Personal information
- National team: Germany
- Born: October 9, 1967 (age 58) Frankfurt, West Germany
- Home town: Dreieich, Germany
- Education: University of Marburg
- Occupation: Doctor
- Website: Angelika-Trabert.de

Sport
- Country: Germany
- Sport: Para equestrian
- Disability: Dysmelia
- Disability class: Grade II

Medal record
Para-equestrian
Representing Germany
Paralympic Games
| Silver medal – second place | 1996 Atlanta | Dressage grade II |
| Silver medal – second place | 1996 Atlanta | Kur trot grade II |
| Silver medal – second place | 2008 Beijing | Overall team |
| Silver medal – second place | 2012 London | Team |
| Bronze medal – third place | 2012 London | Individual grade II |
| Bronze medal – third place | 2012 London | Freestyle grade II |
FEI World Equestrian Games
| Gold medal – first place | 2010 Lexington | Freestyle grade II |
| Silver medal – second place | 2010 Lexington | Team dressage |
European Para-Dressage Championship
| Gold medal – first place | 2009 Kristiansand | Freestyle grade II |
| Silver medal – second place | 2002 Anadia | Team dressage |
| Silver medal – second place | 2005 Sóskút | Team dressage |
| Silver medal – second place | 2009 Kristiansand | Team dressage |
| Silver medal – second place | 2009 Kristiansand | Individual grade II |
| Silver medal – second place | 2013 Herning | Team dressage |
| Silver medal – second place | 2013 Herning | Individual grade II |
| Silver medal – second place | 2013 Herning | Freestyle grade II |
| Bronze medal – third place | 2011 Moorsele | Team dressage |

= Angelika Trabert =

German doctor and para-equestrian rider

Dr.

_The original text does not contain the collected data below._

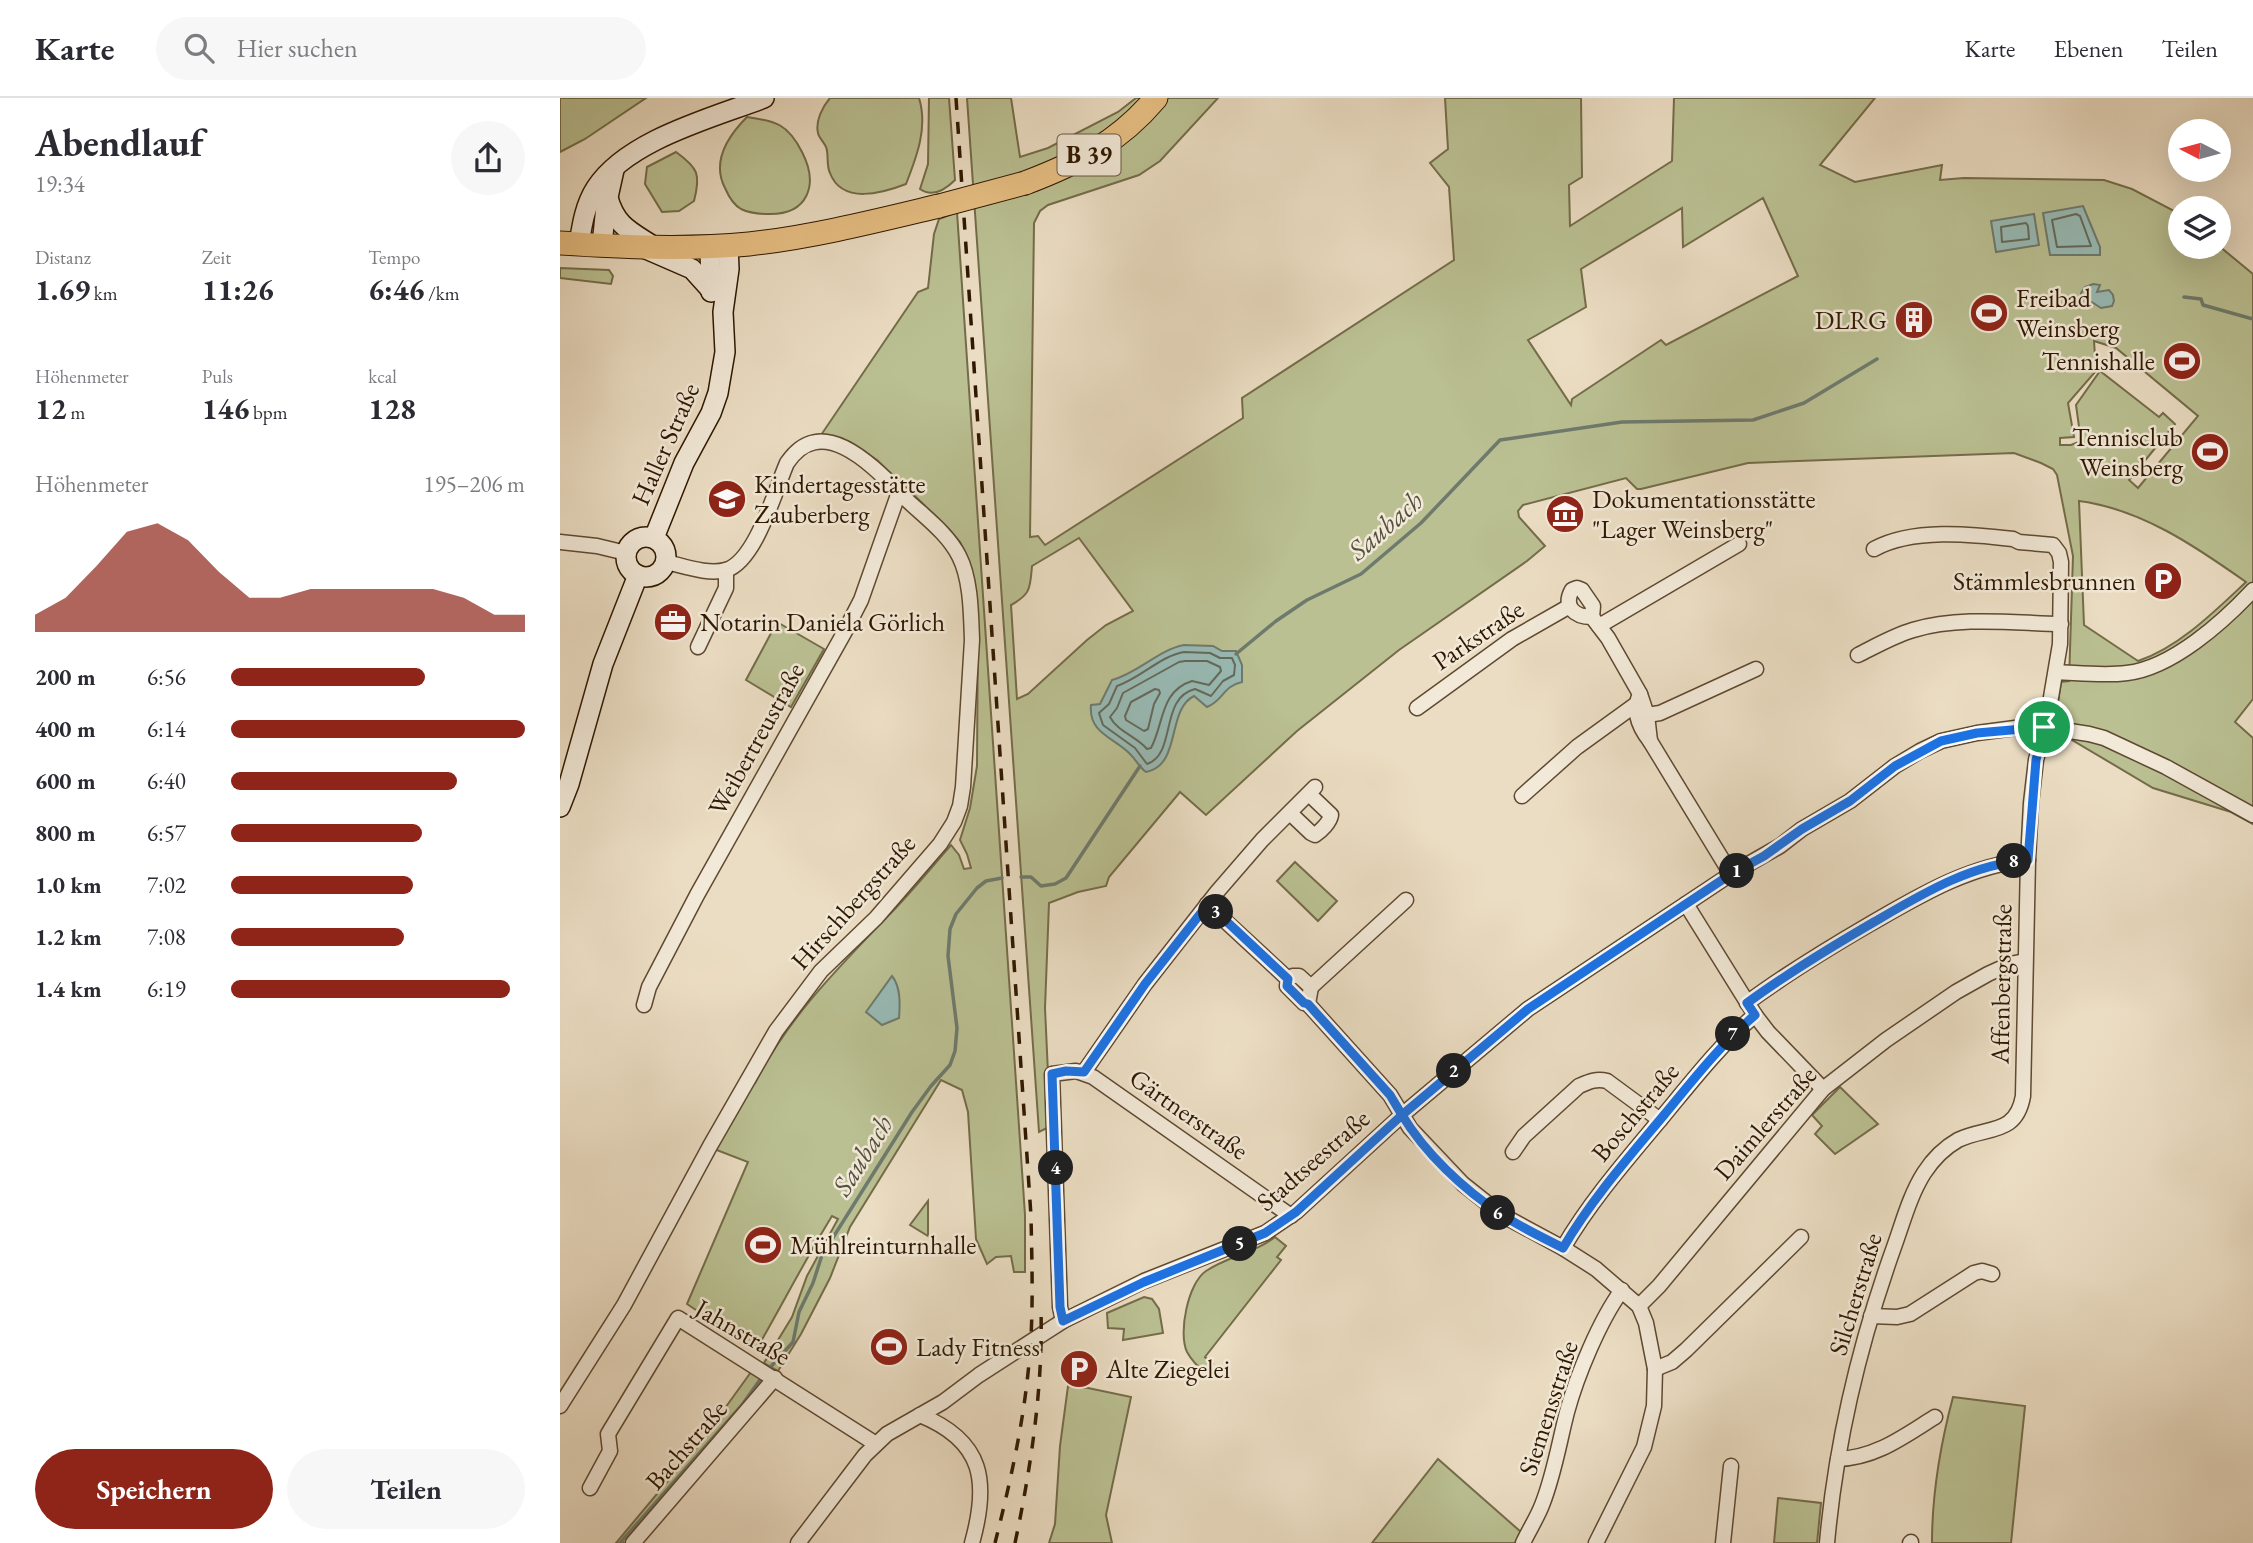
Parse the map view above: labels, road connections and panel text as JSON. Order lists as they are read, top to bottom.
{
  "streets": {
    "main road": ["B 39"],
    "street": [
      "Haller Straße",
      "Parkstraße",
      "Weibertreustraße",
      "Hirschbergstraße",
      "Affenbergstraße",
      "Boschstraße",
      "Gärtnerstraße",
      "Daimlerstraße",
      "Stadtseestraße",
      "Silcherstraße",
      "Jahnstraße",
      "Siemensstraße",
      "Bachstraße"
    ]
  },
  "crossings": [
    ["B 39", "Haller Straße"],
    ["Weibertreustraße", "Hirschbergstraße"],
    ["Affenbergstraße", "Boschstraße"],
    ["Affenbergstraße", "Daimlerstraße"],
    ["Affenbergstraße", "Stadtseestraße"],
    ["Affenbergstraße", "Silcherstraße"],
    ["Gärtnerstraße", "Stadtseestraße"],
    ["Stadtseestraße", "Jahnstraße"],
    ["Jahnstraße", "Bachstraße"]
  ],
  "water": ["Saubach"],
  "places": {
    "sports": [
      "Freibad Weinsberg",
      "Tennishalle",
      "Tennisclub Weinsberg",
      "Mühlreinturnhalle",
      "Lady Fitness"
    ],
    "building": ["DLRG"],
    "school or university": ["Kindertagesstätte Zauberberg"],
    "museum": ["Dokumentationsstätte \"Lager Weinsberg\""],
    "parking": ["Stämmlesbrunnen", "Alte Ziegelei"],
    "office": ["Notarin Daniela Görlich"]
  },
  "north": "left",
  "page": {
    "header": "Karte",
    "search": "Hier suchen",
    "nav": ["Karte", "Ebenen", "Teilen"],
    "heading": ["Abendlauf", "19:34"],
    "stats": [
      ["Distanz", "1.69 km"],
      ["Zeit", "11:26"],
      ["Tempo", "6:46 /km"],
      ["Höhenmeter", "12 m"],
      ["Puls", "146 bpm"],
      ["kcal", "128"]
    ],
    "chart": ["Höhenmeter", "195–206 m"],
    "list": [
      {
        "name": "200 m",
        "note": "6:56"
      },
      {
        "name": "400 m",
        "note": "6:14"
      },
      {
        "name": "600 m",
        "note": "6:40"
      },
      {
        "name": "800 m",
        "note": "6:57"
      },
      {
        "name": "1.0 km",
        "note": "7:02"
      },
      {
        "name": "1.2 km",
        "note": "7:08"
      },
      {
        "name": "1.4 km",
        "note": "6:19"
      }
    ],
    "pins": [
      "8",
      "1",
      "3",
      "7",
      "2",
      "4",
      "6",
      "5"
    ],
    "buttons": ["Speichern", "Teilen"]
  }
}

Angelika Trabert (born 9 October 1967), is a German doctor and para-equestrian rider. She made her international debut in 1991, and went on to compete at five consecutive Summer Paralympics for her country, winning silver and bronze multiple medals. In addition, she was the 2009 European Champion in freestyle. Outside of the sport, she is an Anaesthetist who has worked internationally, including providing medical care in rural Africa.

==Career==
Angelika Trabert was born on 9 October 1967 in Frankfurt, West Germany. She has dysmelia, a congenital disability which means that she was born without legs, and with only three fingers on her right hand. At the age of six, she began to ride horses and went on to compete internationally for Germany from 1991 onwards, in the Paralympic classification of grade II.

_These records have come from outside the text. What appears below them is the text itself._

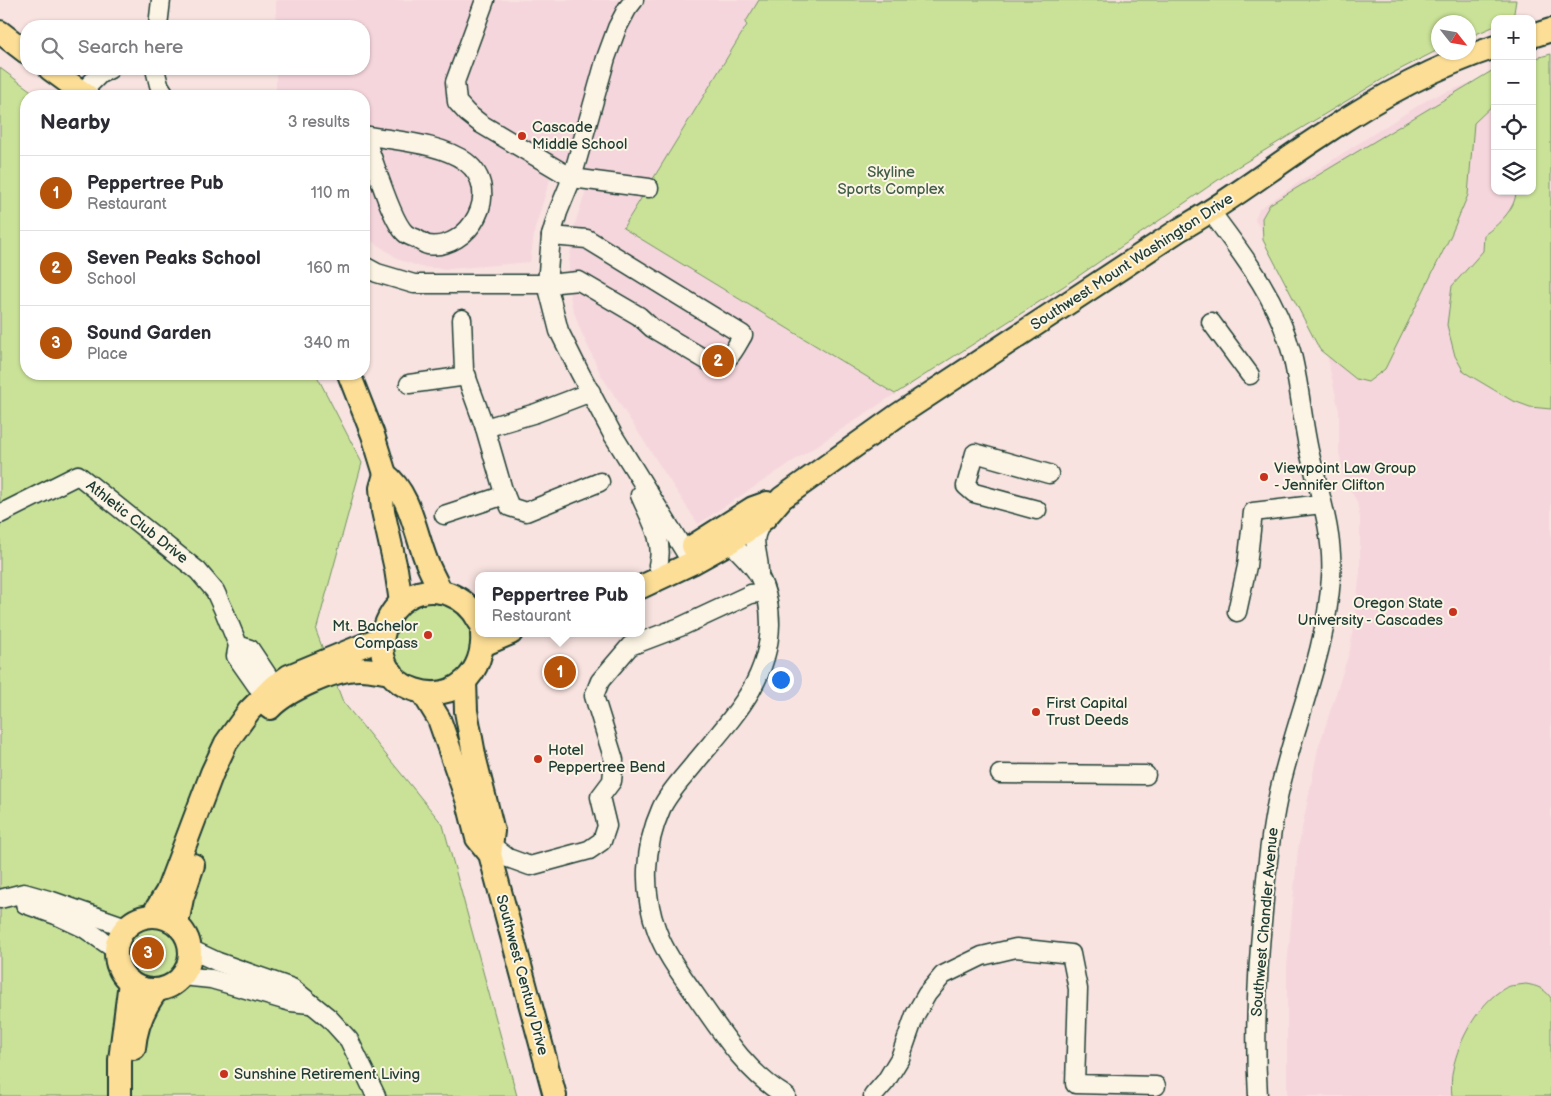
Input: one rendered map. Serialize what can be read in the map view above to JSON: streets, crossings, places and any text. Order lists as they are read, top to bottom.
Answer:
{
  "streets": {
    "main road": ["Southwest Mount Washington Drive", "Southwest Century Drive"],
    "street": ["Athletic Club Drive", "Southwest Chandler Avenue"]
  },
  "crossings": [
    ["Southwest Mount Washington Drive", "Southwest Chandler Avenue"]
  ],
  "parks": ["Skyline Sports Complex"],
  "places": [
    "Cascade Middle School",
    "Viewpoint Law Group - Jennifer Clifton",
    "Oregon State University - Cascades",
    "Mt. Bachelor Compass",
    "First Capital Trust Deeds",
    "Hotel Peppertree Bend",
    "Sunshine Retirement Living"
  ],
  "north": "bottom right",
  "page": {
    "map_buttons": ["+", "−"],
    "search": "Search here",
    "heading": ["Nearby", "3 results"],
    "list": [
      {
        "mark": "1",
        "name": "Peppertree Pub",
        "note": "Restaurant",
        "value": "110 m"
      },
      {
        "mark": "2",
        "name": "Seven Peaks School",
        "note": "School",
        "value": "160 m"
      },
      {
        "mark": "3",
        "name": "Sound Garden",
        "note": "Place",
        "value": "340 m"
      }
    ],
    "pins": ["2", "1", "3"],
    "popup": ["Peppertree Pub", "Restaurant"]
  }
}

Her first individual victory came at the 2009 European Para-Dressage Championship in Kristiansand, Norway, in the freestyle competition. She also won gold in the freestyle grade II on her horse Ariva-Avanti at the 2010 FEI World Equestrian Games in Lexington, Kentucky with a score of 75.900. She has also competed at five Summer Paralympic Games from the 1996 Games in Atlanta, Georgia, onwards. Across three separate Games, she has won three silver medals and a bronze. In 2018, the National Cowgirl Museum and Hall of Fame inducted her.

In addition to her equestrian career, Trabert works as an Anaesthetist, a job she takes leave from in order to compete in Para-equestrian. This role has led to her not only working in Germany as a doctor, but also travelling to Africa to provide medical care in rural communities.